Segment Start: Working data

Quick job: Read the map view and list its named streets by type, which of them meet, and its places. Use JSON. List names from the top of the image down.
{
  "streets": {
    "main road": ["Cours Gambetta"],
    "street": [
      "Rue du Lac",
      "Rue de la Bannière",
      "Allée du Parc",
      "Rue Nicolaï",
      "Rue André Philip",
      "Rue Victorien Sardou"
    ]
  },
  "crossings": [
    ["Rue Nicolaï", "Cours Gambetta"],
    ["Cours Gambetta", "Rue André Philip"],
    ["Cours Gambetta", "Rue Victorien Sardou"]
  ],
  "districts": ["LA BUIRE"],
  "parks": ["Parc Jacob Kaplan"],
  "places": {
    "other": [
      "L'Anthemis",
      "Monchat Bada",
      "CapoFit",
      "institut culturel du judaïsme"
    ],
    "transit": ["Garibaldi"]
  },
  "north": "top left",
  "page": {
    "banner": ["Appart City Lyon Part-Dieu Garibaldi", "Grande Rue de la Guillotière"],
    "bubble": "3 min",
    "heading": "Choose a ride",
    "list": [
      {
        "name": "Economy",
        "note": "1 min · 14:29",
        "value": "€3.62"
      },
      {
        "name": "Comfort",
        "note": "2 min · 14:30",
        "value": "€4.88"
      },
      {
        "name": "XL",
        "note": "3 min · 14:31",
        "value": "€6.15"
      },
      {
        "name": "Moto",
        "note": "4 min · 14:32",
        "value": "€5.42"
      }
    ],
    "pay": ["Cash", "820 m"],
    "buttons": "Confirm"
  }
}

Segment End: Working data

_Required action_
Check each line of the entries, and copy the ones that contain "Parc".

_Result of this task_
      "Allée du Parc",
  "parks": ["Parc Jacob Kaplan"],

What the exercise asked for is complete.